Opinião 12:26

Prefeitura lança plano para reabrir comércio, mas como fiscalizar regras de distanciamento?

Foto: reprodução

A reabertura do comércio em Campina Grande, assim como nas demais cidades brasileiras, é uma necessidade indiscutível. Todo mundo concorda que empresas e trabalhadores precisam voltar ao trabalho para diminuir os impactos provocados pela pandemia do coronavírus. Mas o cerne da questão é como e quando deverá ocorrer esse retorno. Em Campina a prefeitura lançou uma cartilha com a proposta de reabertura gradativa dos estabelecimentos.

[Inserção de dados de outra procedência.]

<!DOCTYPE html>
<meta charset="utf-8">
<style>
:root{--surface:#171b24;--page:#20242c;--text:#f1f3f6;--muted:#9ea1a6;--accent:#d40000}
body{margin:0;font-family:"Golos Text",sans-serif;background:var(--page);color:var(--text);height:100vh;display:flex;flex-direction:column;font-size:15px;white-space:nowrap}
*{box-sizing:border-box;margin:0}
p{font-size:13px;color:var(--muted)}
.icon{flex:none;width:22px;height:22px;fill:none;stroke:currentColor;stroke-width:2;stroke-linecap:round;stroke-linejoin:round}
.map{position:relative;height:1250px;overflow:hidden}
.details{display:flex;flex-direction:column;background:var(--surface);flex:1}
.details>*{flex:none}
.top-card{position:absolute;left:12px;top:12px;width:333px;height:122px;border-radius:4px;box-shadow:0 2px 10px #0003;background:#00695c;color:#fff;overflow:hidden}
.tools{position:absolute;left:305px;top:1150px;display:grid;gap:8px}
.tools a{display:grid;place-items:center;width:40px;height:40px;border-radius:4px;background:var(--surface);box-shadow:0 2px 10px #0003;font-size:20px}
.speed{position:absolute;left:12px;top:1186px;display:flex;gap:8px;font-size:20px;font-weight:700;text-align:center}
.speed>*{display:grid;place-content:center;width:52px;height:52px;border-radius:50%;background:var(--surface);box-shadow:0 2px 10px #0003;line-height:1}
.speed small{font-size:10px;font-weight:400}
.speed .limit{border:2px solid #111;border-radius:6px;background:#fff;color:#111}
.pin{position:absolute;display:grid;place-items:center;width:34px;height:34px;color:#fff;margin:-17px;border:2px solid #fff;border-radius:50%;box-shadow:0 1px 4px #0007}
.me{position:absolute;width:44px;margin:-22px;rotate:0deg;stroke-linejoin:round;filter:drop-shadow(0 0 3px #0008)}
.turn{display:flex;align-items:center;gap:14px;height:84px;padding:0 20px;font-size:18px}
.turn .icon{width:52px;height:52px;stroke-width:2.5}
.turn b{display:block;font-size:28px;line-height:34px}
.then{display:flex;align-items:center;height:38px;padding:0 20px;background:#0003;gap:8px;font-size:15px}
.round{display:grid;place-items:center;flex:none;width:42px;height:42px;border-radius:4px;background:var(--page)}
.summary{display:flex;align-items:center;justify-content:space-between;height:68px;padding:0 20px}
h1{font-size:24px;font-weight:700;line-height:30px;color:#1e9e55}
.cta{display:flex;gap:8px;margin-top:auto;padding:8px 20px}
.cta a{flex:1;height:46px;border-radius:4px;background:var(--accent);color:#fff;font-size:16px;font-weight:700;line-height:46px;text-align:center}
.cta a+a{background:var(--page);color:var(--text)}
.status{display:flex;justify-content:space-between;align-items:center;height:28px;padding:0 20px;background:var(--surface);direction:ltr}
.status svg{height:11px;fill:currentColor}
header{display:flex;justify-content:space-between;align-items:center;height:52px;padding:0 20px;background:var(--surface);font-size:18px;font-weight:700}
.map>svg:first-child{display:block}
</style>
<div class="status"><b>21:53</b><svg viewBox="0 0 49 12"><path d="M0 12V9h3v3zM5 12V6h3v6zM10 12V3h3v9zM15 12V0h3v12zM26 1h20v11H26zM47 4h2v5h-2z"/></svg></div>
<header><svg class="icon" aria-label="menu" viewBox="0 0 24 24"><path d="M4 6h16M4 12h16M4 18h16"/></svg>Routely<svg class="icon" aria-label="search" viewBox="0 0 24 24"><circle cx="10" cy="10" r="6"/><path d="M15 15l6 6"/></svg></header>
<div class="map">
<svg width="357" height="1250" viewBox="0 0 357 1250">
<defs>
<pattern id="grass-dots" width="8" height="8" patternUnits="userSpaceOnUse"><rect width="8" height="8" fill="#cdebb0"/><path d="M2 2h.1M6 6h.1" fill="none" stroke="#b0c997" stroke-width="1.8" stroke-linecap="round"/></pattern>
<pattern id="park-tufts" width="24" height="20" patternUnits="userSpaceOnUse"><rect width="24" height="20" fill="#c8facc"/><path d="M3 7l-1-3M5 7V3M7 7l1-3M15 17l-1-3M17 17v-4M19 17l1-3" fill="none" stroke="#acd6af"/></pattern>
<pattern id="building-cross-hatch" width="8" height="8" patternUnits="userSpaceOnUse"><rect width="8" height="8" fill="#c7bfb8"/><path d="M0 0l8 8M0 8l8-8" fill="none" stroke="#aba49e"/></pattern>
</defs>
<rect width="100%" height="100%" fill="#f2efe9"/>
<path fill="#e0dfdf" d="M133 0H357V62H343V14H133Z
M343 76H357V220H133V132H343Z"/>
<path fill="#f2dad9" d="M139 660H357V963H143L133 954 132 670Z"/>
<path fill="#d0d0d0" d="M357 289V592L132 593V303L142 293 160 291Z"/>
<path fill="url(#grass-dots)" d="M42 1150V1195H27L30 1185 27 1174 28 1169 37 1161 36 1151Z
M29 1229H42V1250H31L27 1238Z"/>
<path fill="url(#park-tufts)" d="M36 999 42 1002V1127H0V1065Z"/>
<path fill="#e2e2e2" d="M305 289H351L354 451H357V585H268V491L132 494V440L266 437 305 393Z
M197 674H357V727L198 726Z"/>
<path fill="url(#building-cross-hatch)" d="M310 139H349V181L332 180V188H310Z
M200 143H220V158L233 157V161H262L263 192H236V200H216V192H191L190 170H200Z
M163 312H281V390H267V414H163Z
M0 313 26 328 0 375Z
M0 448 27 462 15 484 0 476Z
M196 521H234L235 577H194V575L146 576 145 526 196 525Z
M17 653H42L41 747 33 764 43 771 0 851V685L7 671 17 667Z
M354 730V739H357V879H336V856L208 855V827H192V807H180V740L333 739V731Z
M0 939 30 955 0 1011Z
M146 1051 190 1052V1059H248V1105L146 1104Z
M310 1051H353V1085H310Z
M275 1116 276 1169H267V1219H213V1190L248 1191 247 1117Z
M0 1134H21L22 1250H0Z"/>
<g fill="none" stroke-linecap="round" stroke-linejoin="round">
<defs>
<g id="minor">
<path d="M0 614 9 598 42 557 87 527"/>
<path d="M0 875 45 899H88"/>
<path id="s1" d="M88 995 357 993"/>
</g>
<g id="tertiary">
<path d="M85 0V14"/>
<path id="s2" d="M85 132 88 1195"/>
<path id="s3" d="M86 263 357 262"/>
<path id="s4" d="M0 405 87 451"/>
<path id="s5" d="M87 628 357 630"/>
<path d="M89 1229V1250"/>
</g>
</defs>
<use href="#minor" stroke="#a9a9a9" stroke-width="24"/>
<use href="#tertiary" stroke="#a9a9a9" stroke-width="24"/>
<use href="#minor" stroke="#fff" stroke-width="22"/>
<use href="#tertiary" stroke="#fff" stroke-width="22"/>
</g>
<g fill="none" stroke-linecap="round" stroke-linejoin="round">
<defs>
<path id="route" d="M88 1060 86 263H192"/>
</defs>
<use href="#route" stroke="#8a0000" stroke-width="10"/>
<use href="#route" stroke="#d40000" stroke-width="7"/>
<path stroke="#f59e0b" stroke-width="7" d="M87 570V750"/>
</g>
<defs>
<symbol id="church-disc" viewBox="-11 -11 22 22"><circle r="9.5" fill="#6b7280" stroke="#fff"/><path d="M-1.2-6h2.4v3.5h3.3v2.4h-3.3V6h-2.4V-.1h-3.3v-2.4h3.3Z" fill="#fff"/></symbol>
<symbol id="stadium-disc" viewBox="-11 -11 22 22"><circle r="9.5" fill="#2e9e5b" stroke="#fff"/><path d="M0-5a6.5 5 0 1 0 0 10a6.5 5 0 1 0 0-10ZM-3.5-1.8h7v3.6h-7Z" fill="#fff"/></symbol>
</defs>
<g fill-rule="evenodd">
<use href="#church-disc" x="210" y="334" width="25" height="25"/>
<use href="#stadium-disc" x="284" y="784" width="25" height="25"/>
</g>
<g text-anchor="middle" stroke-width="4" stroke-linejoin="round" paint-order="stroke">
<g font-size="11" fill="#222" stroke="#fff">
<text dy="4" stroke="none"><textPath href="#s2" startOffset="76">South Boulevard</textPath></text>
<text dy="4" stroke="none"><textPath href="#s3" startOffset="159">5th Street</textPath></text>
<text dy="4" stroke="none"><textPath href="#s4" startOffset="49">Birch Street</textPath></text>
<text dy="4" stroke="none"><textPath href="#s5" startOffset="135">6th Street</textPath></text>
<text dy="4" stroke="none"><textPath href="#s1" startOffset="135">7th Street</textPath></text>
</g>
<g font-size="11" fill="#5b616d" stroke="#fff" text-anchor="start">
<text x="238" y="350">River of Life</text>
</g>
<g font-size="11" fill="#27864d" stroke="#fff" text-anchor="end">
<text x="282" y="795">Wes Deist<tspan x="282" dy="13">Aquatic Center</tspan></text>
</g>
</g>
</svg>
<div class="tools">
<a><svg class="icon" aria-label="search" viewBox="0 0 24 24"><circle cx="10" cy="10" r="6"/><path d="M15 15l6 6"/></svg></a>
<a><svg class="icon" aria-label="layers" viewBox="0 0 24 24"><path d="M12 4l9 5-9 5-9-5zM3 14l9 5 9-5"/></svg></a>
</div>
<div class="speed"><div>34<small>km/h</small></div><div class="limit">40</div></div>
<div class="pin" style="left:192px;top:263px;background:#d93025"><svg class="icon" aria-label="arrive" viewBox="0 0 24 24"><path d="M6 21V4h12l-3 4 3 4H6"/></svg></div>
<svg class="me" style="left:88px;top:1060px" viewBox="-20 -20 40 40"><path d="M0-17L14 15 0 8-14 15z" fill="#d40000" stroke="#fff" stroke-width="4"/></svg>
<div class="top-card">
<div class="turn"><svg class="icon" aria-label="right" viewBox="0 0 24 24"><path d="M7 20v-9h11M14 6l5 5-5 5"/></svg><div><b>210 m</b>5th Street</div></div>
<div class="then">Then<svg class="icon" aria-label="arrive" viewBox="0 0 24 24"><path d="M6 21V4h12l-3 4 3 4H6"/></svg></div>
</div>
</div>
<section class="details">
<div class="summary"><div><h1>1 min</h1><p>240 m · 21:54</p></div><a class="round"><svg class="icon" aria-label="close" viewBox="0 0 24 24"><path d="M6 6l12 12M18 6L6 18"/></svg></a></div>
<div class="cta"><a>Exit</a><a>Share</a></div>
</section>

Pelo documento, as lojas do Centro da cidade reabrirão as portas na próxima segunda-feira (06), com horário de funcionamento reduzido (10h às 16h). Os shoppings e galerias seguiriam o mesmo movimento – a partir do dia 13 – e escolas e academias ficariam com o reinício das atividades sob análise. A proposta vai ser apresentada e discutida na próxima sexta-feira (03), durante uma reunião com empresários, Ministério Público e autoridades da Saúde.

O plano estabelece ainda que o funcionamento gradual dos estabelecimentos observe regras de distanciamento social, como a manutenção da distância mínima entre os clientes, limitação de acesso e uso de equipamentos de proteção individual. As regras seriam fiscalizadas por equipes do Procon, Vigilância Sanitária, Ministério Público e outros órgãos. Mas surge a questão: essas equipes serão capazes de exigir o cumprimento desses condicionamentos?

A prática tem demonstrado que não. O decreto municipal que proíbe o funcionamento de restaurantes e bares está em vigor, mas alguns donos de estabelecimentos (sobretudo em bairros mais afastados) teimam em mantê-los funcionando. As filas nas agências bancárias, nos últimos dias, tem sido outro exemplo. Embora as recomendações indiquem que evitemos aglomerações, as filas se formam aos montes nas calçadas. A verdade é que é praticamente impossível fiscalizar todos os estabelecimentos (e consumidores) ao mesmo tempo.

O plano merece ser discutido. Não há problema algum nisso. Mas aplicar o seu cronograma, nesse momento, parece temeroso. Se não há como exigir o cumprimento de suas normas, não é plausível que entreguemos à ‘consciência’ de cada um a sua prática. Até porque as ruas demonstram, todos os dias, que não somos um povo acostumado a adotar boas práticas.